* _Exercise goal_
Please filter the data below down to the lines holding the string "this".

* _Stored items_

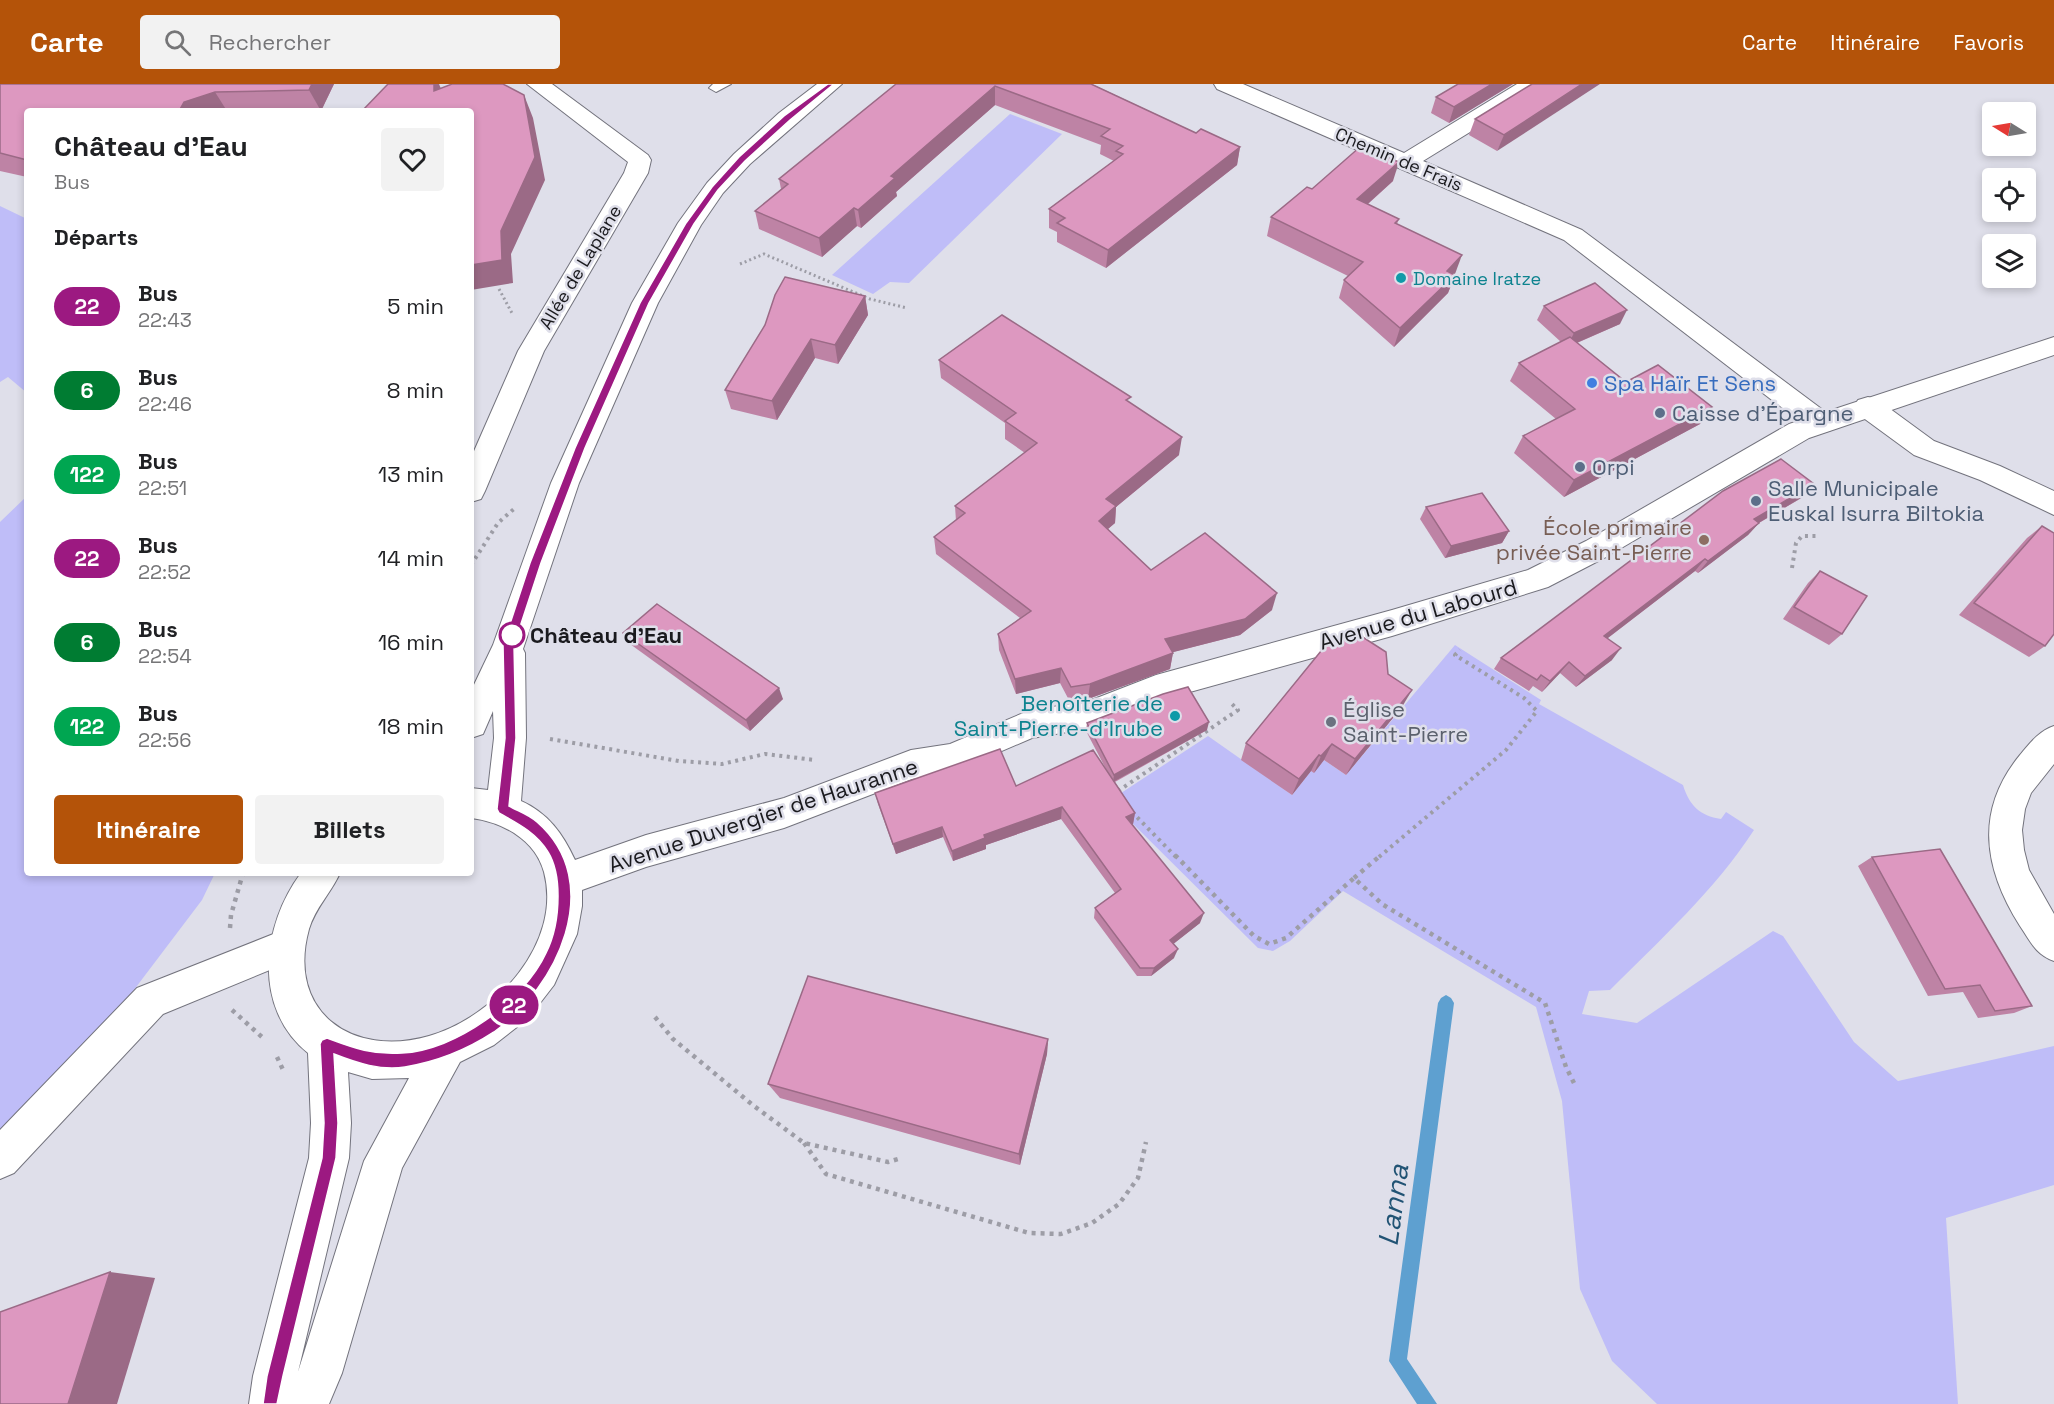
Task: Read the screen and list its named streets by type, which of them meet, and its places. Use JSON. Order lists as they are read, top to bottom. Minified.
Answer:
{"streets":{"street":["Chemin de Frais","Allée de Laplane","Avenue du Labourd","Avenue Duvergier de Hauranne"]},"crossings":[["Chemin de Frais","Avenue du Labourd"],["Avenue du Labourd","Avenue Duvergier de Hauranne"]],"water":["Lanna"],"places":["Domaine Iratze","Spa Haïr Et Sens","Caisse d'Épargne","Orpi","Salle Municipale Euskal Isurra Biltokia","École primaire privée Saint-Pierre","Château d'Eau","Benoîterie de Saint-Pierre-d'Irube","Église Saint-Pierre"],"lines":["bus line 22"],"north":"left","page":{"header":"Carte","search":"Rechercher","nav":["Carte","Itinéraire","Favoris"],"on_map":"22","heading":[["Château d'Eau","Bus"],"Départs"],"list":[{"mark":"22","name":"Bus","note":"22:43","value":"5 min"},{"mark":"6","name":"Bus","note":"22:46","value":"8 min"},{"mark":"122","name":"Bus","note":"22:51","value":"13 min"},{"mark":"22","name":"Bus","note":"22:52","value":"14 min"},{"mark":"6","name":"Bus","note":"22:54","value":"16 min"},{"mark":"122","name":"Bus","note":"22:56","value":"18 min"}],"buttons":["Itinéraire","Billets"]}}
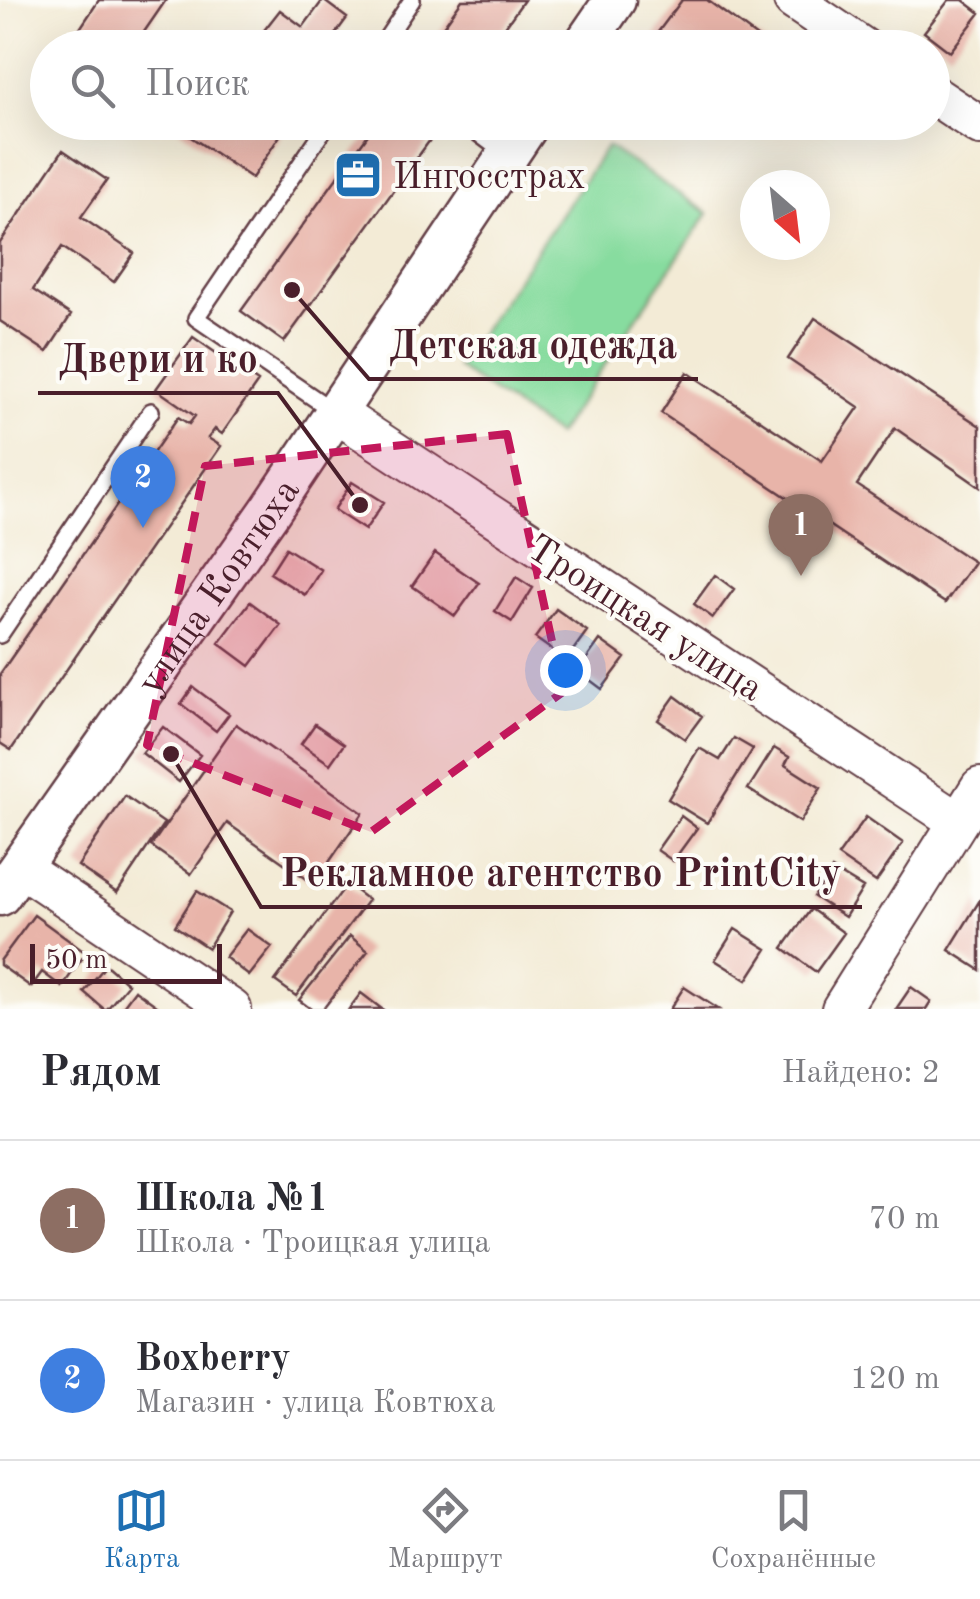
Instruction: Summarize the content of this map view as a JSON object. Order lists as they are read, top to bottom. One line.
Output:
{"streets":{"main road":["улица Ковтюха"],"street":["Троицкая улица"]},"crossings":[["улица Ковтюха","Троицкая улица"]],"places":{"office":["Ингосстрах"],"other":["Детская одежда","Двери и ко","Рекламное агентство PrintCity"]},"scale_bar":"50 m","north":"bottom right","page":{"search":"Поиск","pins":["2","1"],"scale":"50 m","heading":["Рядом","Найдено: 2"],"list":[{"mark":"1","name":"Школа №1","note":"Школа · Троицкая улица","value":"70 m"},{"mark":"2","name":"Boxberry","note":"Магазин · улица Ковтюха","value":"120 m"}],"nav":["Карта","Маршрут","Сохранённые"]}}
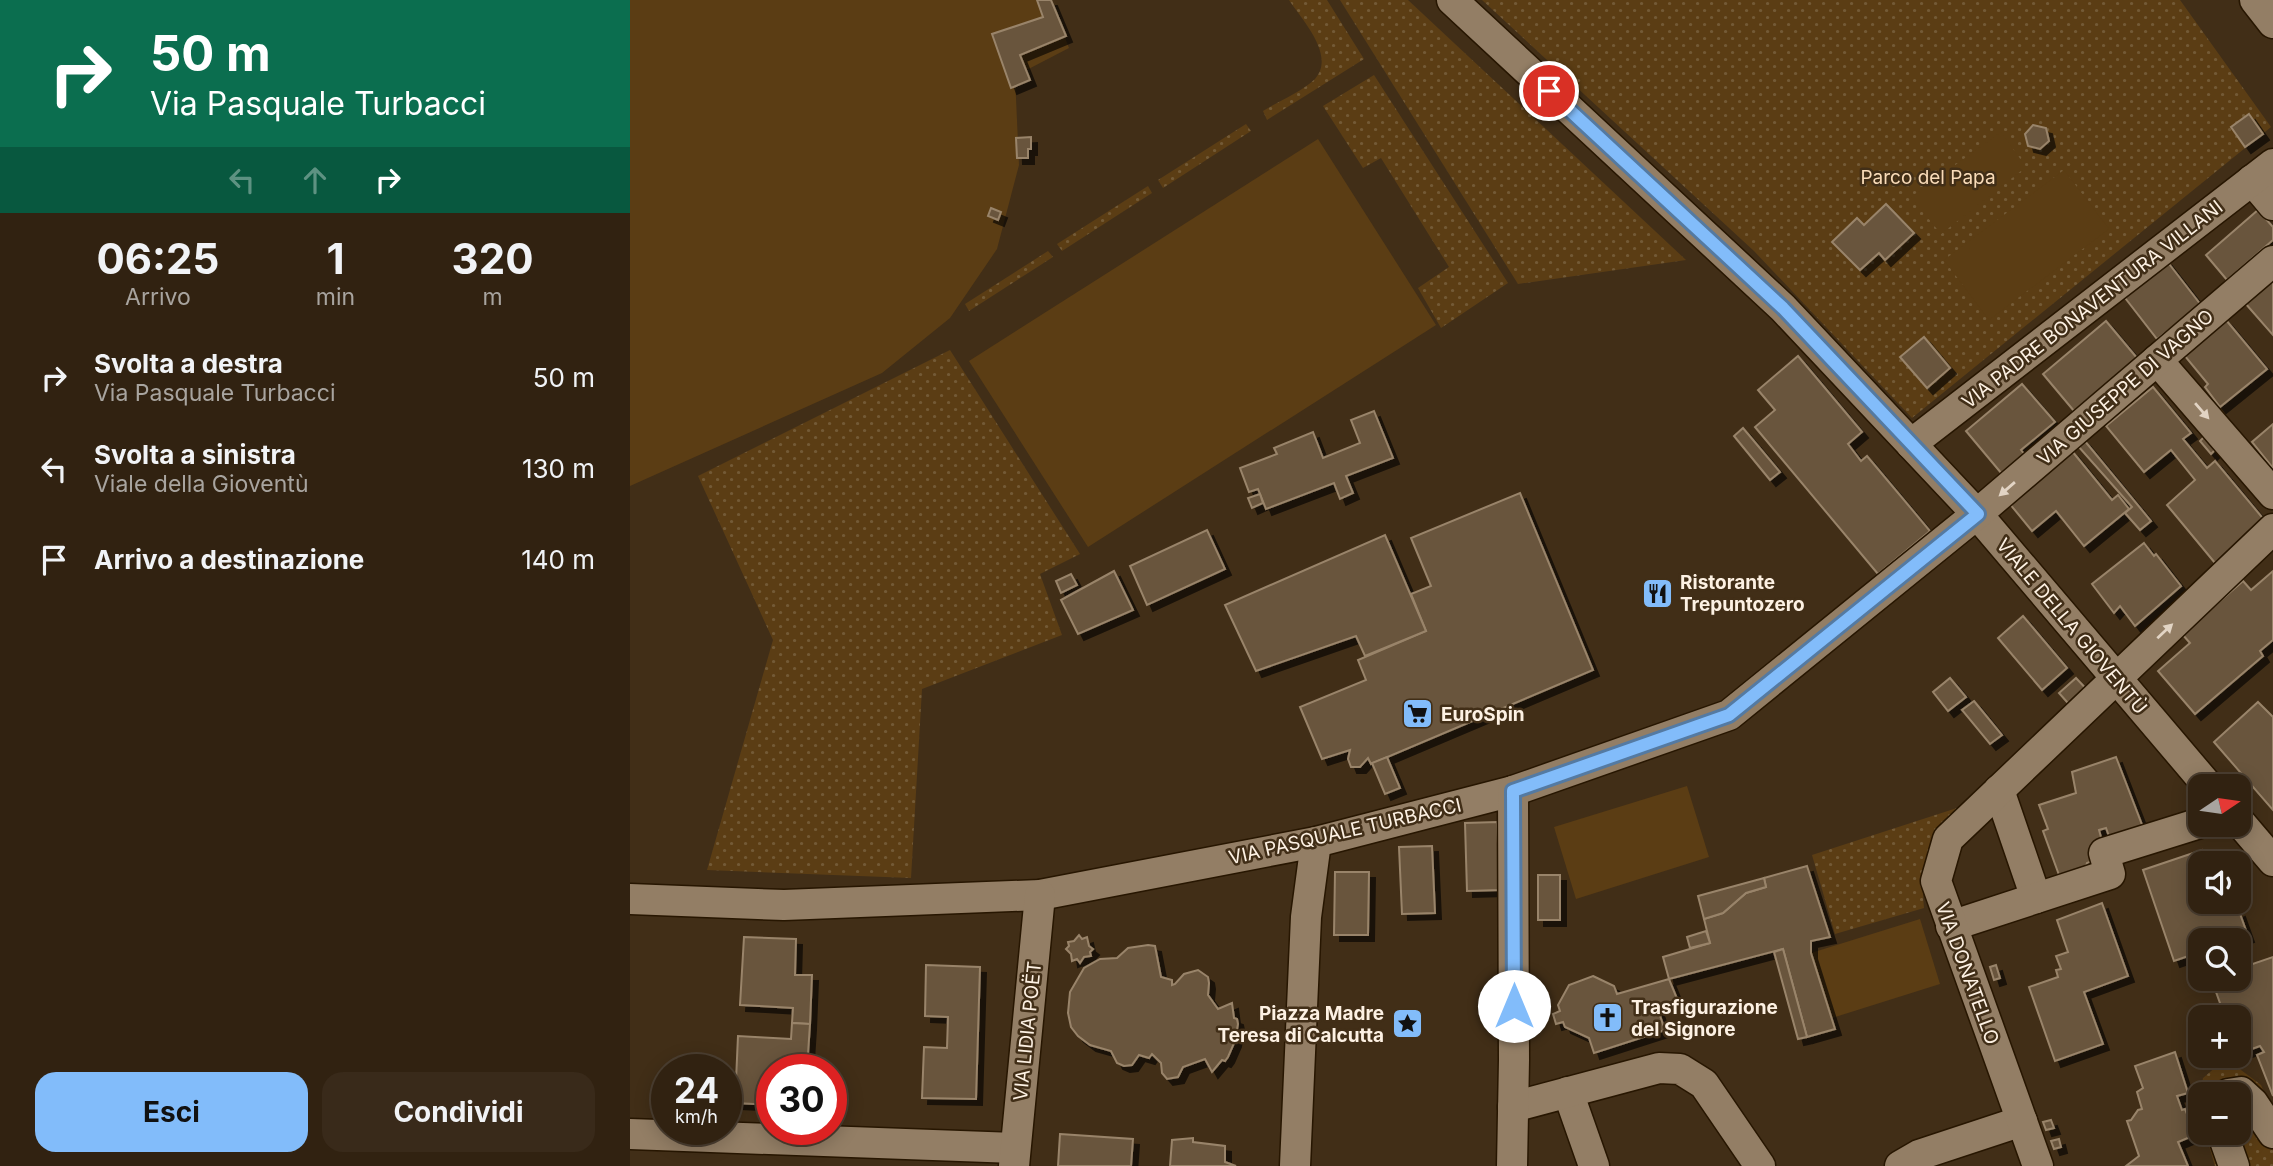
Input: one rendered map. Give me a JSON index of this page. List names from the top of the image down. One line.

* _The completed task_
Instruction: Summarize the content of this map view as a JSON object. Order lists as they are read, top to bottom. One line.
Input: one rendered map. Give me a JSON index of this page. List names from the top of the image down. One line.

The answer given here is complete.